The woman next to us was straining to keep back laughter. I could see her covering her mouth with her hand.

“Anyway, after the volunteers put me face down on a stretcher without covering my burnt buttocks, we headed for the lift, but the volunteers realised we wouldn’t fit inside it, so we took the stairs. That is, we took the stairs from the SEVENTH floor. Let me tell you boys and girls you have not lived until you have experienced the deep and lasting humiliation of having your neighbours inspect your charred behind on each floor of your building; traumatic doesn’t come near describing it.”

This time the woman burst out laughing and apologised straight after, putting her hand to her mouth.

“I’m sorry, I couldn’t help overhearing.” She said as all the students turned around to look at her.

“Don’t worry. I’m over it now.” I said.

The students turned round back to face me, and Jane winked at me tilting her head in the woman’s direction. She had run a critical eye over the woman and seemed satisfied. In many ways, Jane was the daughter I never had. I cared about her, and I flattered myself that the feeling was mutual.

“Ehm…anyway, the volunteers took the stairs, which were polished marble and they’d just been washed. One of the volunteers slipped, and I went careering down them. I landed in a clumsy trouser-less heap at the feet of my startled caretaker, who was watching everything from below. And that’s how I broke my leg.”

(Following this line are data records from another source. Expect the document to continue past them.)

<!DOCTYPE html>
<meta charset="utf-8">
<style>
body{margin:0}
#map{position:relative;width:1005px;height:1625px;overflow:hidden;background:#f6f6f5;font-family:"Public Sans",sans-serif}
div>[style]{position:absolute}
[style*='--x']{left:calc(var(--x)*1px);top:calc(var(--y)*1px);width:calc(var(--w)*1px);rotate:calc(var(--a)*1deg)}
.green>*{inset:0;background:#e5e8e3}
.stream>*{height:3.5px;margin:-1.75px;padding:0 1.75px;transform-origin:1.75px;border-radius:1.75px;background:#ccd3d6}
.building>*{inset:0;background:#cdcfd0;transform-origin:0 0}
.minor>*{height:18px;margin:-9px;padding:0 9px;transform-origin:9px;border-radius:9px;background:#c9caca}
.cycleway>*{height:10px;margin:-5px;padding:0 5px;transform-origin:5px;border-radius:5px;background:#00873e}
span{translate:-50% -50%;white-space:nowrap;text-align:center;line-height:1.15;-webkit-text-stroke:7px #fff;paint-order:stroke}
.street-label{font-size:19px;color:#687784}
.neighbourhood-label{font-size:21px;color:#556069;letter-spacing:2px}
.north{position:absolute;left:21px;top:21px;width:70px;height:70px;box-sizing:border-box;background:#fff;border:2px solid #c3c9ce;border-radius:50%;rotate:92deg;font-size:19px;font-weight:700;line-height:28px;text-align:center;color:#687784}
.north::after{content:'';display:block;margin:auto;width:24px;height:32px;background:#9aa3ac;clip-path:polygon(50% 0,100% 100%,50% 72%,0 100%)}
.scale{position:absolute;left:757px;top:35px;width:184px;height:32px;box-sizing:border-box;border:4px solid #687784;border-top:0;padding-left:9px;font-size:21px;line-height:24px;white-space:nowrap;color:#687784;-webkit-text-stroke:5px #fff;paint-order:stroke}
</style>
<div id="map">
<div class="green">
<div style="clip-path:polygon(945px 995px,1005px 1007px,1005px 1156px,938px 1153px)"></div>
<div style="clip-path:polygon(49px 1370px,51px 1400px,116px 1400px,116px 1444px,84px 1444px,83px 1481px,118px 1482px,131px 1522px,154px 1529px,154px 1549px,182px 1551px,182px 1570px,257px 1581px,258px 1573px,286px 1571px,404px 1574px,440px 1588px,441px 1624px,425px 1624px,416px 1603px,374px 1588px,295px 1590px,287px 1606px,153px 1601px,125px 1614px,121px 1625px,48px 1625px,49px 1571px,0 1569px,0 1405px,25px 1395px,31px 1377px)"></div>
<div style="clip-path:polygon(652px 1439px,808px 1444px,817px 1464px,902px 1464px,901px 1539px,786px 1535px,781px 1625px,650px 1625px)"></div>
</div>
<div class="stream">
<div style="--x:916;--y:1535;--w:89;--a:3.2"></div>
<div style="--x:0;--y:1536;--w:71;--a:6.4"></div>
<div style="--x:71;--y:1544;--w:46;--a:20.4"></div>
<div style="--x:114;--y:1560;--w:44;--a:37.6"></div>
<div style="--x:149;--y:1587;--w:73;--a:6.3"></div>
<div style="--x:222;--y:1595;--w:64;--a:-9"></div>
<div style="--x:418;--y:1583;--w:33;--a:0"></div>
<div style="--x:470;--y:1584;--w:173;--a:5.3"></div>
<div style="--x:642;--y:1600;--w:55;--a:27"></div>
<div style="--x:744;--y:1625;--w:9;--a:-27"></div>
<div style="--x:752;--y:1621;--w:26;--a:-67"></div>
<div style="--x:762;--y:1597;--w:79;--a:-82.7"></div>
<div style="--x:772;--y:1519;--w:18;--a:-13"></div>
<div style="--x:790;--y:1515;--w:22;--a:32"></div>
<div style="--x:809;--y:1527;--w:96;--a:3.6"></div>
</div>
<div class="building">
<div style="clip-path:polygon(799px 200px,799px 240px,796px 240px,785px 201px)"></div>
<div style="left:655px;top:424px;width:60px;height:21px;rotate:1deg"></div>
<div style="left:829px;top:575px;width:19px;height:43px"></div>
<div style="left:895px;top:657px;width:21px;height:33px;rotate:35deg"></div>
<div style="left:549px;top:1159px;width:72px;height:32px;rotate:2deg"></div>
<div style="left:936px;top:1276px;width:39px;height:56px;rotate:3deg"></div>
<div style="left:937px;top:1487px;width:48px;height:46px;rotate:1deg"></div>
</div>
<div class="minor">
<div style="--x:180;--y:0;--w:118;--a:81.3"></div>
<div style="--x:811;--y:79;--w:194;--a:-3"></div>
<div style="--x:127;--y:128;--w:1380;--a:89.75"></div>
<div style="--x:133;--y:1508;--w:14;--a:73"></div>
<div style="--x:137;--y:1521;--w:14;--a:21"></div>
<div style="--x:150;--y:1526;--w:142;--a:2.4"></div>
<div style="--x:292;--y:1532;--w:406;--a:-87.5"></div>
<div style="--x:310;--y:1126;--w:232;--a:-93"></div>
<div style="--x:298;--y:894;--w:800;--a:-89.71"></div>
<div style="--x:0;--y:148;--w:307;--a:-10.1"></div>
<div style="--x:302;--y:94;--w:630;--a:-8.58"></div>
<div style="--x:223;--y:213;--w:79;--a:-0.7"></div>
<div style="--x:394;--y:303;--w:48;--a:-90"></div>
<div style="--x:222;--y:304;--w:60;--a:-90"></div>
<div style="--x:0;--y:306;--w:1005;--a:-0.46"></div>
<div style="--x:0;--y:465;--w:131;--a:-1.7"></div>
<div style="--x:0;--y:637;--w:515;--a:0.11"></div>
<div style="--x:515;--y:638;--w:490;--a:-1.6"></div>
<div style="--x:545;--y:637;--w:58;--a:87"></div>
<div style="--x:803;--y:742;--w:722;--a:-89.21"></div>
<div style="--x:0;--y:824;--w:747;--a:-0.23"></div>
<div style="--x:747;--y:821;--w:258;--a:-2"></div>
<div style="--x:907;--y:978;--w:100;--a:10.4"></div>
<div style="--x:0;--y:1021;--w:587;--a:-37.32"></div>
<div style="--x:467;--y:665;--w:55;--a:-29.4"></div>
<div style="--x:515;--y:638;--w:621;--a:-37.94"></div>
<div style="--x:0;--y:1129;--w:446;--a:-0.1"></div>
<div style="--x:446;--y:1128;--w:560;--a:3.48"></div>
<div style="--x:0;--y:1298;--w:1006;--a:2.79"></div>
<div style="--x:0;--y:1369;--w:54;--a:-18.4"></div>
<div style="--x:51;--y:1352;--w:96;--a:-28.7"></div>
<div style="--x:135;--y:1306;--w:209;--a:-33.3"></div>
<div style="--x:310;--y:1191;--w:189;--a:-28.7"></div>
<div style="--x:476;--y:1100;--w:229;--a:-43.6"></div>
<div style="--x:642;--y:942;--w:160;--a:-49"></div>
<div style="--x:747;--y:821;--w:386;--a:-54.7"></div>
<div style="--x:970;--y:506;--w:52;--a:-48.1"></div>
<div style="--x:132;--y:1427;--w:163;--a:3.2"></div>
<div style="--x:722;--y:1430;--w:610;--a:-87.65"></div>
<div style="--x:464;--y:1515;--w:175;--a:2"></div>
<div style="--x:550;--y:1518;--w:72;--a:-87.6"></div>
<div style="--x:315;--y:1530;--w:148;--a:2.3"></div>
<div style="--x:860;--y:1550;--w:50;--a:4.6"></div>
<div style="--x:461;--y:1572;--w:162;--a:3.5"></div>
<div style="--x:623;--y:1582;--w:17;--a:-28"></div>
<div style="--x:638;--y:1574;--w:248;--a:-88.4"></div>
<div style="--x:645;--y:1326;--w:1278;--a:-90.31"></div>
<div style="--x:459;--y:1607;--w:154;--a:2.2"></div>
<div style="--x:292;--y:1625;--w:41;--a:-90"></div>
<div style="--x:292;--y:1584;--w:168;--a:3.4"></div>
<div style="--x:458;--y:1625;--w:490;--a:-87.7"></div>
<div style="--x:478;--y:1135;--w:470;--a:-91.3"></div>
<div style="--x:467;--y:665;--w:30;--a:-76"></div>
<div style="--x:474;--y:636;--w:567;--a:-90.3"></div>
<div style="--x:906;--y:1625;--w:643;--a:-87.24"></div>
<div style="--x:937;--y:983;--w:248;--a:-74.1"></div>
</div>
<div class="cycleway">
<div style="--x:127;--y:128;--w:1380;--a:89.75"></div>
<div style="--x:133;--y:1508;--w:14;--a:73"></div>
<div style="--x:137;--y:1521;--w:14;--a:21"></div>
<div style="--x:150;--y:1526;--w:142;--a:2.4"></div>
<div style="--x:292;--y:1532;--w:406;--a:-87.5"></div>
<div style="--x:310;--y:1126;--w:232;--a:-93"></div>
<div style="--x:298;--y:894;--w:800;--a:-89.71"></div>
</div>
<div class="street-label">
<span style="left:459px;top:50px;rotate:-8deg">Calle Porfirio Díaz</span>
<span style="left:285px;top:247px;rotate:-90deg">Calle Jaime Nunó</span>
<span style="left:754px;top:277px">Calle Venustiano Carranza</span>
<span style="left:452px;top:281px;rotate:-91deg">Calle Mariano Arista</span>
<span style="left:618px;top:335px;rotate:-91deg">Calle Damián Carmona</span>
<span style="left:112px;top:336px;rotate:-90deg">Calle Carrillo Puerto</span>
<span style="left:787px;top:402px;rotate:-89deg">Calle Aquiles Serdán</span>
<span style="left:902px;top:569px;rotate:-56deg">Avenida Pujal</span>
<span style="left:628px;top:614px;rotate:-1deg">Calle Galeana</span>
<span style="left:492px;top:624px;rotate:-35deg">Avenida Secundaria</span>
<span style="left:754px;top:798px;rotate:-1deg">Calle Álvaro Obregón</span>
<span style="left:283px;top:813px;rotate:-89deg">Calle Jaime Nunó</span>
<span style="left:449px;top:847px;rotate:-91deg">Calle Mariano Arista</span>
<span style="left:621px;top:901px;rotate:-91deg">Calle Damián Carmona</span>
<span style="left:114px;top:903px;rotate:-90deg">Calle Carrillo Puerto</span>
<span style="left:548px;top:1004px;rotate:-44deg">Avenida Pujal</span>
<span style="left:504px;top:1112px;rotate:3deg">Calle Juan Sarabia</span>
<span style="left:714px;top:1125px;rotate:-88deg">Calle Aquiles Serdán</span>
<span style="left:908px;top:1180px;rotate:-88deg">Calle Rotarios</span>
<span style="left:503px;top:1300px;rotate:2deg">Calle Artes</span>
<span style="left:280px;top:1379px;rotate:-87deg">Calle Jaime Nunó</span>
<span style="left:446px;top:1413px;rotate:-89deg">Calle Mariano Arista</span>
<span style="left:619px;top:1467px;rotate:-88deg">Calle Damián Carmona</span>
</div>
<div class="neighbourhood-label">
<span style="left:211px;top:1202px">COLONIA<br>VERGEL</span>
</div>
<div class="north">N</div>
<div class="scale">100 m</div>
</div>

This time the Chandler reading woman broke into uncontrolled laughter.

“I’m sorry, I can’t help it.” Said the woman as she got up and left the ward, her fingers covering her lips.

I followed her with my eyes, and for a second forgot my audience.

By the time my students left, I was keeping back the tears. These boys and girls, these promises of a better future, took the time to visit their teacher on a weekend. Maybe I wasn’t as inept a teacher as I always thought. Or maybe the nurses were giving me some weird medication that had turned me into a sentimental nitwit.

Later, I heard my neighbour being wheeled away while I was being visited, and the curtains had been drawn closed around my bed. After the visit, as the sun was setting, I could see the soft red rays light up the ward through a few open windows, and I could smell Spring. I thought about the woman and wondered who was making her laugh now. I noticed she had forgotten her book on her father’s bedside table, so I reached over and put it on mine.

The next day, I saw her walk into the ward, and wondered if I were dreaming. And then I figured she had come back for her book. She picked up the novel and sat in the empty chair next to my bed.

“Hi!” I said.

“Hi!” She replied.

“How’s your father?” I asked

“He’s fine, thank you. My mother is looking after him now.” She said.

“Good. It was nice of you to read to him. All that Raymond Chandler must have helped.” I said.

“Oh, I don’t think so.” She said smiling.

“Why not?” I asked.

“He’s deaf, that’s why. I wasn’t reading for him I was reading for you.”

“Well, thank you, but why?” I queried.

“I saw you had no visits, and I thought you might enjoy someone reading to you. Was I wrong?”

“No, I looked forward to your visits.”

“So did I. Now, let’s see, where were we?” Said she picking up the novel and crossing her legs.